M and I are having our very first party at the house this
coming Saturday. It is a chance for us to open the house to my friends and introduce them all to the infamous little brother. I went back and forth for a long time with myself about whether or not to invite
friend G.
I am still having a hard time dealing with the fact that I feel like she used me to get to M and that she in essence chose
him over me. I feel like vying for his affection was more important to her than the potential harm it would do to the relationship between her and I. I know this is somewhat
ridiculous and irrational, (
ok, it is A LOT irrational) but it is still the way I feel. I found out
recently that G and M have been talking pretty frequently and have seen each other a few times. I also know that she is
continuing to act in ways for him that she would not act
for other people, but that's kind of a different story.

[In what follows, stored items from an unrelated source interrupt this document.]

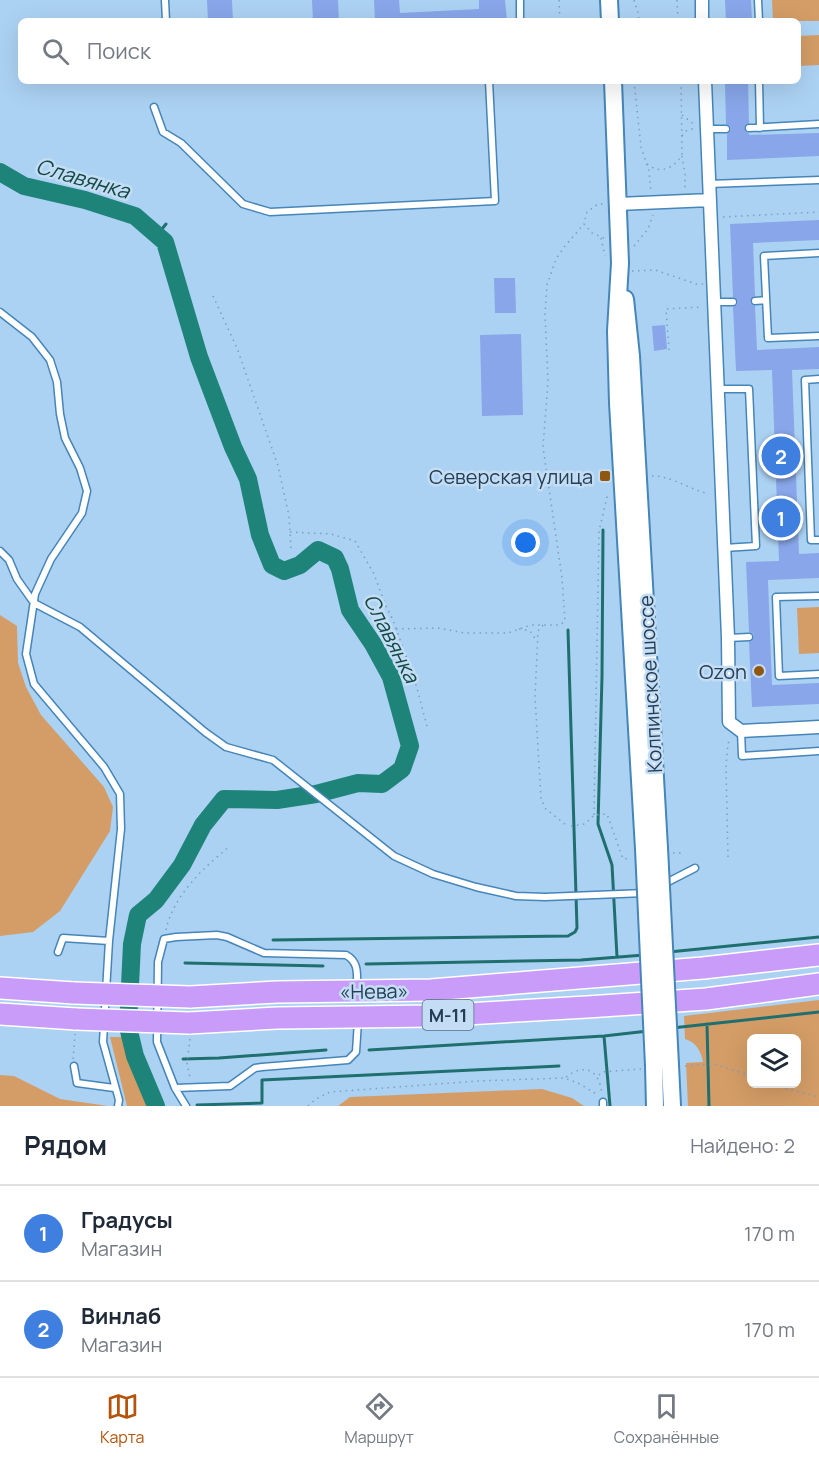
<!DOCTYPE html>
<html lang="ru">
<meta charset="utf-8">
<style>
body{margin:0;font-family:Manrope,sans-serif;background:#f2f2f3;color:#1f2937}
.controls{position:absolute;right:18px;bottom:18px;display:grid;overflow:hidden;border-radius:9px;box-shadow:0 6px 24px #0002}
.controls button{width:54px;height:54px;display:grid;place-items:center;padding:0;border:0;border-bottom:2px solid #e0e1e3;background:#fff;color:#1f2937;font:30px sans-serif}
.you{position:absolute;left:526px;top:543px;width:21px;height:21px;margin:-15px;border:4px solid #fff;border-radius:50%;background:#1a73e8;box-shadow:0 0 0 9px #1a73e833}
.badge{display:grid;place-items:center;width:39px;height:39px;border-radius:50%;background:#b45309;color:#fff;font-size:20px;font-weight:700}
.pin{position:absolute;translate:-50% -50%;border:3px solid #fff;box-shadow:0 2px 6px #0006}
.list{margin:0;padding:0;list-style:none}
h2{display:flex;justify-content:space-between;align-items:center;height:78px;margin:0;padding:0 24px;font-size:26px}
h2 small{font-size:20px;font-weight:400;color:#747a83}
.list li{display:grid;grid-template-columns:39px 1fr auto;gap:18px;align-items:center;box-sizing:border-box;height:96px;padding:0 24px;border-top:2px solid #e0e1e3}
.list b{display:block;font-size:22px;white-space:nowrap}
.list p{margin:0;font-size:20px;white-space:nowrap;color:#747a83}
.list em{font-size:20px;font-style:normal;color:#747a83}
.icon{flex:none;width:33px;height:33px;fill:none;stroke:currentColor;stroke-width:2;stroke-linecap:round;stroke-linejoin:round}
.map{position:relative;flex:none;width:819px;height:1106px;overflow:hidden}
.search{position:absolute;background:#fff;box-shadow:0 6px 24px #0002;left:18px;right:18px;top:18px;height:66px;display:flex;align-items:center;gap:15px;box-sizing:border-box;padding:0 21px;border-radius:9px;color:#747a83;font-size:22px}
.sheet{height:270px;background:#fff}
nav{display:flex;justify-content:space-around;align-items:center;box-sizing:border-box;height:84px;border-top:2px solid #e0e1e3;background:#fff;font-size:16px;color:#747a83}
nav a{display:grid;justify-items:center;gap:3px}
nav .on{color:#b45309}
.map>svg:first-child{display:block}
.green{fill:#d49d67;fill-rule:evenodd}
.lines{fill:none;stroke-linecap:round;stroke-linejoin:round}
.stream{stroke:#206f6f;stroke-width:3}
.river{stroke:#1e847a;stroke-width:18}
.building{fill:#88a6e9}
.service-casing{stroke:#4585b8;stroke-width:9}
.minor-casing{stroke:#4585b8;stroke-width:15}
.secondary-casing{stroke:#4585b8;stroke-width:20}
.motorway-casing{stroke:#fff;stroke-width:24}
.path{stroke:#7c9ebb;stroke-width:1.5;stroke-dasharray:1.5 4.5;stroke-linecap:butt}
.service{stroke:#fff;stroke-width:6}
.minor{stroke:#fff;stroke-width:12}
.secondary{stroke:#fff;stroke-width:16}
.motorway{stroke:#c99cfa;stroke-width:21}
.secondary-bridge-casing{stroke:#4585b8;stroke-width:20;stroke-linecap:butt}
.motorway-bridge-casing{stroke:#fff;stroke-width:24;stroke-linecap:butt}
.secondary-bridge{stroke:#fff;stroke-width:16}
.motorway-bridge{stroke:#c99cfa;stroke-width:21}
.poi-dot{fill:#8f570f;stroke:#c4ddf4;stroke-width:2}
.labels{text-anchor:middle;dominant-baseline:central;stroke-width:5;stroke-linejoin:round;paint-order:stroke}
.shield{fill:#c4ddf4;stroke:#546e85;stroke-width:1.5}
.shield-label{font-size:18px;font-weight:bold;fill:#243f55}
.poi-label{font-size:20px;fill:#243f55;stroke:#c4ddf4;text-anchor:end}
.street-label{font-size:20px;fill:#243f55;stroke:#c4ddf4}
.water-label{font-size:21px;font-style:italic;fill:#124944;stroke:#c4ddf4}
</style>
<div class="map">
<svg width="819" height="1106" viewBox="0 0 819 1106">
<rect width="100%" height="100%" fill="#acd2f3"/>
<path class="green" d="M772,0H819V21H773Z
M819,35V65L798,66V36Z
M819,607V653L799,654L797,608Z
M0,615L17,626L18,663L26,687L41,715L104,787L113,807L110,831L60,911L33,932L0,936Z
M819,1000V1106H688L686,1063L703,1062C701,1051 696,1042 685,1039L684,1016ZM752,1038H796V1084H752Z
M110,1037H129L131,1057L149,1106H127Z
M0,1075L14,1076L60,1099L108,1106H0Z
M542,1089L572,1098L584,1106H338L350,1097Z"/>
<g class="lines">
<path class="stream" d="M157,235L166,224
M603,530L602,677L598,824L612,865L617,957
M273,940L568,936L575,932L577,928L568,630
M669,952L819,937
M185,963L323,966
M366,964L581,960L644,955
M707,1024L709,1106
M672,1028L819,1012
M604,1036L610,1106
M369,1050L604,1036L648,1031
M183,1059L219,1058L326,1050
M197,1105L262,1103V1080L559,1066"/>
<path class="river" d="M0,172L24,186L85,200L135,216L165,242L199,357L233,447L248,479L260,535L272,565L284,571L300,565L318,550L335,558L340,569L350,610L373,644L391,677L410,746L402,769L382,784L358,783L316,794L277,800L224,799L203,825L182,865L156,900L138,915L132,944L128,1027L135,1056L156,1106"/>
</g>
<path class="building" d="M207,0H232L233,21H208Z
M312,0H338L339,21H313Z
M374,0H399L400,13L479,9V0H505L507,21H375Z
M725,0H751L752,21H726Z
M728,81H748L749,123L744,128L750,135L819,133V156L727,160V134L731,130L730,126L726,124L725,84H728Z
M819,220V240L753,243L755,296L750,301L751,304L755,306L757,350L819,347V369L792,370L799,554L819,553V578L768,580L772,685L819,683V704L752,707L749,642L754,637L753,634L749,632L746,562L779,561L772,370L736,371L733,307L737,305L738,301L733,297L730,224Z
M494,278H515L516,313H495Z
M665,325L667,349L654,351L652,326Z
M521,334L523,415L482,416L480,335Z"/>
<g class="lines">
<g class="service-casing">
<path id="service" d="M165,0L166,21
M520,0V21
M758,0L759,21
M759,81L760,128
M154,107L163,132L181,143L243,204L270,212L495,201L489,81
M749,128L819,124
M707,129H726
M709,184L819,180
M819,253L764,256L768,338L819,336
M755,301L766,300
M715,302H733
M0,312L32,337L50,360L57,382L60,414L65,438L80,468L87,491L82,513L51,559L35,594L26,654L34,684L104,767L120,794L121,829L109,941L103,1042L119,1100L118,1106
M819,379L805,380L811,540H819
M718,389H749L756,546L724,548
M0,551L9,560L17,579L34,603L80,627L205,732L226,747L273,760L394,856L433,874L476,887L516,896L545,897L645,893
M819,596L776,597L779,676L819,674
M728,638L749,637
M741,731L742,756L819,751
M662,885L695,868
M58,952L63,938L109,941
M74,1066L77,1083L114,1088
M175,1088L230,1086L255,1068L262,1067L348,1060L356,1052L358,1021
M603,1102V1106
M186,1106L175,1088L157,1042L158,962L164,939L176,937L217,935L227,937L264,953L346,955C359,962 357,974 357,987"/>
</g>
<g class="minor-casing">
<path id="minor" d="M702,0V21
M705,81L728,638L729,722L741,731L819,727
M618,204L710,200"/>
</g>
<g class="secondary-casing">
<path id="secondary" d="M609,0L610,21
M613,81L620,263L616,331L618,403L644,849
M625,299L631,356L659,848
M670,1065L672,1106
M654,1066L655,1106"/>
</g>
<g class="motorway-casing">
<path id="motorway" d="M0,988L74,993
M190,997L277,992L431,990L703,968L819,955
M0,1014L76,1019
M189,1023L277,1018L431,1016L587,1007L706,999L819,984"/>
</g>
<path class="path" d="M559,0L560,21
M634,0L639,16L638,21
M677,0L678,21
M634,81L641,147L649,171L651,192
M682,115L695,125
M682,136L686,131L695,128
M682,156L685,174V190
M647,164C660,175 674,168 682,155L681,81
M723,217L819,212
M601,238L605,256
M604,238L592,233L584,224L587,212L598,204H605
M634,246L648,229L653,215
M632,271L655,270L696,284H703
M213,296L237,348L278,466L289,516L291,550
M669,350L666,309L701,307
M652,476C669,475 691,490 709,494
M290,532L331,534L355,541L374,574L385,604L393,620L415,681L428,730
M543,625L538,631L535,697L541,799L546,809L566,825
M396,629L438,628L465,633H508L531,625H560L565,621L562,578L543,447L548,382L545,314L547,285L556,259L565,246L584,224
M519,629L530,631L536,640
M594,815L599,531L608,493
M571,826L585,824L594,815L607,814L623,859L630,858
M673,853H681
M728,857L726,766L728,743L732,740
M166,930C173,896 204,867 230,846
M190,1039L187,1063L190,1078
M73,1059L75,1034
M685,1066L714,1064L752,1076
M599,1075L602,1072L641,1069
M566,1077C586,1062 600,1071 602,1095
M768,1084L819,1097
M308,1106L316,1099L330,1092L478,1081L565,1078L580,1084L598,1095"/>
<use href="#service" class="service"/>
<use href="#minor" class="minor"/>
<use href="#secondary" class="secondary"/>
<use href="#motorway" class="motorway"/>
<g class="secondary-bridge-casing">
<path id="secondary-bridge" d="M659,848L670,1065
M644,849L654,1066"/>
</g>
<g class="motorway-bridge-casing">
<path id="motorway-bridge" d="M74,993L190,997
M76,1019L189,1023"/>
</g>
<use href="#secondary-bridge" class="secondary-bridge"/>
<use href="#motorway-bridge" class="motorway-bridge"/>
</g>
<g class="poi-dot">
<rect x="599" y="470" width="12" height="12" rx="3"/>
<circle cx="759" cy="671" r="6"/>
</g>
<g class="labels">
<rect class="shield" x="422.5" y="1000" width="51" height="30" rx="4.5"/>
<g class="shield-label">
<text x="448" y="1015">М-11</text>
</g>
<g class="poi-label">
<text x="593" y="476">Северская улица</text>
<text x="747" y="671">Ozon</text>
</g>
<g class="street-label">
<text transform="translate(650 684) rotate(-93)">Колпинское шоссе</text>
<text transform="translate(374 991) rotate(-1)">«Нева»</text>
</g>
<g class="water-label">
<text transform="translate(83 178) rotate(16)">Славянка</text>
<text transform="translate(392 638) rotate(63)">Славянка</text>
</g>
</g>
</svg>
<div class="controls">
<button><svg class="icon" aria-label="layers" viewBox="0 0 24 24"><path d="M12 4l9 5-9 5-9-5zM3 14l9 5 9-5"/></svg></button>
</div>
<div class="you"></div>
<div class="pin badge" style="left:781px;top:518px;background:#3f7fe0">1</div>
<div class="pin badge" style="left:781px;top:456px;background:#3f7fe0">2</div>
<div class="search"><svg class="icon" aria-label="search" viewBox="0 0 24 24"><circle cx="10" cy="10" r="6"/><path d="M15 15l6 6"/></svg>Поиск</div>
</div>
<section class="sheet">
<h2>Рядом<small>Найдено: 2</small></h2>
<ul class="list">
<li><span class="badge" style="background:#3f7fe0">1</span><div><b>Градусы</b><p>Магазин</p></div><em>170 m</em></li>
<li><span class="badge" style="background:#3f7fe0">2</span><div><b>Винлаб</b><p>Магазин</p></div><em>170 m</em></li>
</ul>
</section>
<nav>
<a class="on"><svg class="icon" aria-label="map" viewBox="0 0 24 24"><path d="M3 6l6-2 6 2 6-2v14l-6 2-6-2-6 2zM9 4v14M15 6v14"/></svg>Карта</a>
<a><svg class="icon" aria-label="directions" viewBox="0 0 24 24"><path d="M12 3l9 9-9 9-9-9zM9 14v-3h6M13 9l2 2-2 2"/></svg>Маршрут</a>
<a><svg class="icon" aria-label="saved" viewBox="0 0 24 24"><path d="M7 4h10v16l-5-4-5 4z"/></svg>Сохранённые</a>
</nav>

Back to the topic at hand; we are having a party and after much deliberation, I chose not to invite her. I don't want there to be drama and I want to be able to just relax and enjoy myself. Last night at dinner M asked me if G was going to be at the party and I told him I didn't invite her. Then he told me that he already invited her... like 4 days ago. We ended up having a pretty big argument about the situation and I ended up not
sleeping last night because of it. I could simply not stop ruminating about the situation!!! I can't stop feeling hurt and
angry and betrayed at both of them. I hate feeling that way and I hate that I couldn't make it stop last night.
Today I called my dear friend S and asked her to "
therapize" me. (She's a fabulous therapist!) She asked me to just think about the situation, not the players and to focus on me. "Gina, what message is this situation sending to you about yourself?" It stopped me dead in my tracks because the first thing that popped into my head was, "I'm not enough." Something about this situation taps into this misguided core belief I have that I'm not enough. I wasn't enough to hold on to ex-bf M, my friendship isn't enough or important enough to G for her to respect this one request of mine, and I'm not enough even for my family. I'm not enough and I'm not worthy of receiving
anyone's unconditional love.
This isn't something that I think on a conscious level, or that I'm even aware of most of the time, but
apparently its there. So how do I deal with it? And what am I supposed to do in the meantime?